Les recherches autour de l’utilisation du Wifi sont une étape clé à venir du projet. « C’est une mission sur laquelle nous n’avons pas encore commencé à travailler mais que nous devrions aborder cette année », projette Daqing Zhang. À la différence du signal RFID, le Wifi ne nécessite ni balise, ni lecteur de signal, seulement le téléphone ; il devrait être exploité pour capter des données physiologiques comme la respiration, mais également le rythme cardiaque et d’autres activités humaines.
À terme, un bâtiment de démonstration
L’exploitation des signaux sans fil pour la captation n’est qu’un des piliers technologiques du projet qui s’appuie également sur l’expertise de trois autres partenaires académiques, situés en Espagne, en Italie et en Turquie. Un axe de travail est notamment dédié à la mise en place d’un réseau intelligent distribué afin de connecter tous les capteurs et traiter statistiquement les données à l’aide d’algorithmes d’IA. Des protocoles cryptographiques seront développés pour protéger les données recueillies.
Outre le fait que ces technologies sont pensées pour être les moins énergivores possibles, un axe de recherche est dédié à la collecte d’énergies ambiantes pour en assurer le fonctionnement. « Nos partenaires de l’université polytechnique de Catalogne, en Espagne, étudient différentes sources d’énergie potentielles, comme l’énergie solaire ou thermique, mais aussi la collecte de l’énergie à partir des signaux radiofréquences », développe Daqing Zhang.

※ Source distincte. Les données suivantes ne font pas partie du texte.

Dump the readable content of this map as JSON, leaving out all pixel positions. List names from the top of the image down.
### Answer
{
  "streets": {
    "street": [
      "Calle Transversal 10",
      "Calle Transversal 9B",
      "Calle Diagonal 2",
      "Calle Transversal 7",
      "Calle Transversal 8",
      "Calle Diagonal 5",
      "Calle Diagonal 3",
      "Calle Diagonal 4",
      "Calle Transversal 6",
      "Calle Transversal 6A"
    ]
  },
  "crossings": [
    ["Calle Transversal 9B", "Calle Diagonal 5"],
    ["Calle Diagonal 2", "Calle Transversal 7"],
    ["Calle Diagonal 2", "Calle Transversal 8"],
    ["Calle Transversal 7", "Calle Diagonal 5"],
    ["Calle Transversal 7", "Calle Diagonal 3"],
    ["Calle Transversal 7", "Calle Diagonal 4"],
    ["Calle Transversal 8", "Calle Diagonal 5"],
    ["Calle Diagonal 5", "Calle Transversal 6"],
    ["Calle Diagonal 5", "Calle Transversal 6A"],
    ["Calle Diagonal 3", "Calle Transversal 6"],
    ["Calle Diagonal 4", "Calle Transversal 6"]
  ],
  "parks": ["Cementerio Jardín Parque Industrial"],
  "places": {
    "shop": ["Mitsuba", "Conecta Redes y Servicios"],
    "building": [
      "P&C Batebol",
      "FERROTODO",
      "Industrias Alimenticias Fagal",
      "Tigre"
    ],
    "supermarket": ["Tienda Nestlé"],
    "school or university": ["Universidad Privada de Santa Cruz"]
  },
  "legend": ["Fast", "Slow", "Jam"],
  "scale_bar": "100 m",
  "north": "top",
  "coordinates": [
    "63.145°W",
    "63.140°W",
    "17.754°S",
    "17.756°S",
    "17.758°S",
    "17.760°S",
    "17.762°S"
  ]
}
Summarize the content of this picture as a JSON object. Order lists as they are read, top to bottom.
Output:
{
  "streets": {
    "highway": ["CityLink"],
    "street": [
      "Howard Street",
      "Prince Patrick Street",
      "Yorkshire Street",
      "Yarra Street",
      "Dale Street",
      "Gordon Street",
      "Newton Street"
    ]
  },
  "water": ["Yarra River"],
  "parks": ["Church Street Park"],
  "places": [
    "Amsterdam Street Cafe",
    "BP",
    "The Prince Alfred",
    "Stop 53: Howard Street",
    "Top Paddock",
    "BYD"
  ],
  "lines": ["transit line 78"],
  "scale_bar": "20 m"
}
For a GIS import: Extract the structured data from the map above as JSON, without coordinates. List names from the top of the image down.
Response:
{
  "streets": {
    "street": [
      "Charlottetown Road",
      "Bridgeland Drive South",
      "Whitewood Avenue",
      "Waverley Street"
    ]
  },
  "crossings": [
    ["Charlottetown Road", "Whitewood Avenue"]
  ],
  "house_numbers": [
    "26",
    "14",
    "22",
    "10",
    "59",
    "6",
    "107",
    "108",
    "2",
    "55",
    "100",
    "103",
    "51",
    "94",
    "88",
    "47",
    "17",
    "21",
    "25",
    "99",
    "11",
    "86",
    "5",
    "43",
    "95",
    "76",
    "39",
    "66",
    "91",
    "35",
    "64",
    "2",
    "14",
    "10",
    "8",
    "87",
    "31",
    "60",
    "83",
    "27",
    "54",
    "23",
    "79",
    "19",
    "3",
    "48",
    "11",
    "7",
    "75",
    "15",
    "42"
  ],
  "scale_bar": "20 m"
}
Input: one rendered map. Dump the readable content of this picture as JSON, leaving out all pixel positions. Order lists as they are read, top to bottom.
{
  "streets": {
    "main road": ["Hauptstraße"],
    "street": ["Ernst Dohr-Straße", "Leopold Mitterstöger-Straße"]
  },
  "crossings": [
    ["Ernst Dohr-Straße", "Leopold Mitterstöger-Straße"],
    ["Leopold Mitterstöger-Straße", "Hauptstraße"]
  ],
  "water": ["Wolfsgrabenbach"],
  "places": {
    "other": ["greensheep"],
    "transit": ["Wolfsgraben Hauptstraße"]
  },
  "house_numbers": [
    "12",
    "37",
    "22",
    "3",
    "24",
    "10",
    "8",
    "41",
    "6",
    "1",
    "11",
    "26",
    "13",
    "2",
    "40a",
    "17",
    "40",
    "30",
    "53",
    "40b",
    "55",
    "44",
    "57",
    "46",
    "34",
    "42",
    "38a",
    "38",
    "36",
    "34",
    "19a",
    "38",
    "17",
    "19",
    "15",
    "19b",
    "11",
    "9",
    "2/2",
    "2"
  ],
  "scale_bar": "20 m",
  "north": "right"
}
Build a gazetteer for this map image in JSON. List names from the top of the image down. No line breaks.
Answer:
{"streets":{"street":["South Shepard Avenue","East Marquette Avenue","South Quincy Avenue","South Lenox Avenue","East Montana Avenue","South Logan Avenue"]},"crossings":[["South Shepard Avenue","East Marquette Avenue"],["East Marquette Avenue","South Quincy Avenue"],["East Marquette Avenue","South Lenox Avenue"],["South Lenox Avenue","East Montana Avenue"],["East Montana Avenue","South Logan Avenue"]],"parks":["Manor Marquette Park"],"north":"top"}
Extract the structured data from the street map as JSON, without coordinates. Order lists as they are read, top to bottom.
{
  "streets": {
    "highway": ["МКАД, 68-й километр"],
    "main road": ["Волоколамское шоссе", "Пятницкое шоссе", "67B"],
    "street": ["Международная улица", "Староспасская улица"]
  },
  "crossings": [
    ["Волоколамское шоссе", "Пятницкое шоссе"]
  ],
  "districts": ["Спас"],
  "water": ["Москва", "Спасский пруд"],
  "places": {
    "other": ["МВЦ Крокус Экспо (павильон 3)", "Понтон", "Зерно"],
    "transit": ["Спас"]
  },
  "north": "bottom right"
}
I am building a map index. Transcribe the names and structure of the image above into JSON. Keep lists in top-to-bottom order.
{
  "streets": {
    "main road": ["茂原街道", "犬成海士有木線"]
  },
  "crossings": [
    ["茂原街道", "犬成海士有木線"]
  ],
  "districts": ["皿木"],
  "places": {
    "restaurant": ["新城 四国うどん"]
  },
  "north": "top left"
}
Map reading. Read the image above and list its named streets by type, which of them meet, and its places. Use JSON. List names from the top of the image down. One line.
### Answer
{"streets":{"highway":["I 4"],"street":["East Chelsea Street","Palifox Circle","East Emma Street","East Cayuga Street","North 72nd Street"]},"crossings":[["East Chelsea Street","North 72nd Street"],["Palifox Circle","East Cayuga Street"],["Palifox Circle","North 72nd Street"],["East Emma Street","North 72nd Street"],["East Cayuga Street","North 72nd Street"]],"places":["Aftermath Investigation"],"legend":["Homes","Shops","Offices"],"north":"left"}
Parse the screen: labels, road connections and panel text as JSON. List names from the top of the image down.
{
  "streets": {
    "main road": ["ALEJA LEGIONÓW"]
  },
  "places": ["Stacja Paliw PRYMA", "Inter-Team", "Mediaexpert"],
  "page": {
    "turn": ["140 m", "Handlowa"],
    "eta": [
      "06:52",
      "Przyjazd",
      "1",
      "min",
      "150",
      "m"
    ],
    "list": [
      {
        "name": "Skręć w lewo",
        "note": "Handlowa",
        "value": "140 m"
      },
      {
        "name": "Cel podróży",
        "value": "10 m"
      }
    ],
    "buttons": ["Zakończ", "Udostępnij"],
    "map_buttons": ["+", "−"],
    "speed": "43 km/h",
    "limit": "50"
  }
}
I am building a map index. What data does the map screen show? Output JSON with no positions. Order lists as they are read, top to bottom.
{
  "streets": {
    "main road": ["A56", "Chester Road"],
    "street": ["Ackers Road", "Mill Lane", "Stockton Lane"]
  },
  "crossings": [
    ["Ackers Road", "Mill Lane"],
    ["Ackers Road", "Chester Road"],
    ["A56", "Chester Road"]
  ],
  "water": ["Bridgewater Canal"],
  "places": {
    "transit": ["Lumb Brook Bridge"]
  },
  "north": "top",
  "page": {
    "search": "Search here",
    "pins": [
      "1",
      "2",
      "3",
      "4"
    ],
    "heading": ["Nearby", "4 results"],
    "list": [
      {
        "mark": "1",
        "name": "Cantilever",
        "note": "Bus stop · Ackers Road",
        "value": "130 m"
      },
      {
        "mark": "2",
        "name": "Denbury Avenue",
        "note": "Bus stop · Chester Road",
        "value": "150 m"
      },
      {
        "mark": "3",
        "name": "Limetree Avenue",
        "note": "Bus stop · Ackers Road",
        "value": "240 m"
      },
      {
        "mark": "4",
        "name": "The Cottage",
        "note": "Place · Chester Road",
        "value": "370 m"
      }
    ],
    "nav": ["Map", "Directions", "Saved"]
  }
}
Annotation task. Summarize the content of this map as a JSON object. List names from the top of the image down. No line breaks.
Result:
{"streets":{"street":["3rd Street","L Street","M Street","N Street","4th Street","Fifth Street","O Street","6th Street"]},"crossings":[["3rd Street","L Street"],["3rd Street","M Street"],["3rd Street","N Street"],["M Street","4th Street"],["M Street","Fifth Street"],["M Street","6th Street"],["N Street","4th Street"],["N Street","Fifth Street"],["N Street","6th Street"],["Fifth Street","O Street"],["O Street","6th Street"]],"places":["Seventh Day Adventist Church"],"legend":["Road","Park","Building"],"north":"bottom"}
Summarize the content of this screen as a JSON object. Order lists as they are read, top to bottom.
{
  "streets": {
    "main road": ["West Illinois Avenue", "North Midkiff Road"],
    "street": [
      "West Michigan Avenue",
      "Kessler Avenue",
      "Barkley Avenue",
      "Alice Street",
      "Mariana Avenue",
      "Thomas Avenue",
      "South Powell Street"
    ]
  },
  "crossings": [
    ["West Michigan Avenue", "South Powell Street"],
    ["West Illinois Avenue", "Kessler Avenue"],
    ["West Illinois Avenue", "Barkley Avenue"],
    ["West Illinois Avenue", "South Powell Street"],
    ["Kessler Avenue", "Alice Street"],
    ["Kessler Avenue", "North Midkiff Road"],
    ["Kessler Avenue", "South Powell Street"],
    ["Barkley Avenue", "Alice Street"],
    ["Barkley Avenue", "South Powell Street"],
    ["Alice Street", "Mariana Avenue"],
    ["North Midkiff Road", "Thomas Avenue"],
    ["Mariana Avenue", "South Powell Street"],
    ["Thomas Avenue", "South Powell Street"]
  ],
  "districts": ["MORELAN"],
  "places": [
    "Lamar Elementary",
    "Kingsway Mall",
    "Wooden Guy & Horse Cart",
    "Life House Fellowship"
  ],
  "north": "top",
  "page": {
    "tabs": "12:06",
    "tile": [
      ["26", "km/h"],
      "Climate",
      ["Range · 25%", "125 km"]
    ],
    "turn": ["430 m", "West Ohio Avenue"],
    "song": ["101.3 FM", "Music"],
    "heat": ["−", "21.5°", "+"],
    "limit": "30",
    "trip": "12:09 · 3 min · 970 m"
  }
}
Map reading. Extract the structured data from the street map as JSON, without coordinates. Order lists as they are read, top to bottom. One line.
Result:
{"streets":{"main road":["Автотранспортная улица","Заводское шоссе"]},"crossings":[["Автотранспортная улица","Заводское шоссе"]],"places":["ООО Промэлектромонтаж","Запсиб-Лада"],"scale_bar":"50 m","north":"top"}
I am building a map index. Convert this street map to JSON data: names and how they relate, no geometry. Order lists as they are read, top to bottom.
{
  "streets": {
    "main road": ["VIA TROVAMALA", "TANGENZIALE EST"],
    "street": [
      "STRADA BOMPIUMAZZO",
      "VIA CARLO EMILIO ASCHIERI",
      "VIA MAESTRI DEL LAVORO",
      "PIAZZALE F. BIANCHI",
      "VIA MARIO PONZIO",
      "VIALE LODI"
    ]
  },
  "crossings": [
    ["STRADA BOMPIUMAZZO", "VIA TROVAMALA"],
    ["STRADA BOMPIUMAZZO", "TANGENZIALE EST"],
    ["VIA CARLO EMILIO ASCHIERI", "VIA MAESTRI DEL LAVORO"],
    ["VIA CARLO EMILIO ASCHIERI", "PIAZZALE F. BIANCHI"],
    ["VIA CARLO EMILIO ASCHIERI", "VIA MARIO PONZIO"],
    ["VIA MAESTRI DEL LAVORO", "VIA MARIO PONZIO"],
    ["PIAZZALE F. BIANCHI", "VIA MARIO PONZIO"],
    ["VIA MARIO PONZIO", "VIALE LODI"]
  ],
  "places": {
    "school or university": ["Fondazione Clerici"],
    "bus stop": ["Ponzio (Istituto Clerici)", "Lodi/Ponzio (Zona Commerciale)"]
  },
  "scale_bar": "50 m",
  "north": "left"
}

Les différentes technologies développées seront intégrées au fur et à mesure dans un bâtiment pilote. Construit sur le campus de l’université Aalto, en Finlande, ce bâtiment, encore vide pour le moment, servira de vitrine pour toutes les innovations. Cette année Télécom SudParis devrait y envoyer un membre de son équipe, pour une durée de quelques mois, afin de discuter avec les partenaires locaux de l’intégration des développements, et des applications et cas d’usage. Il n’est effectivement pas dit que toutes les fonctions développées, dont certaines soulèveront potentiellement des questions éthiques, soient déployées in fine. « Nous verrons d’abord où nous mènent tous nos efforts sur les différentes innovations technologies au fil des deux, trois prochaines années », conclut Daqing Zhang.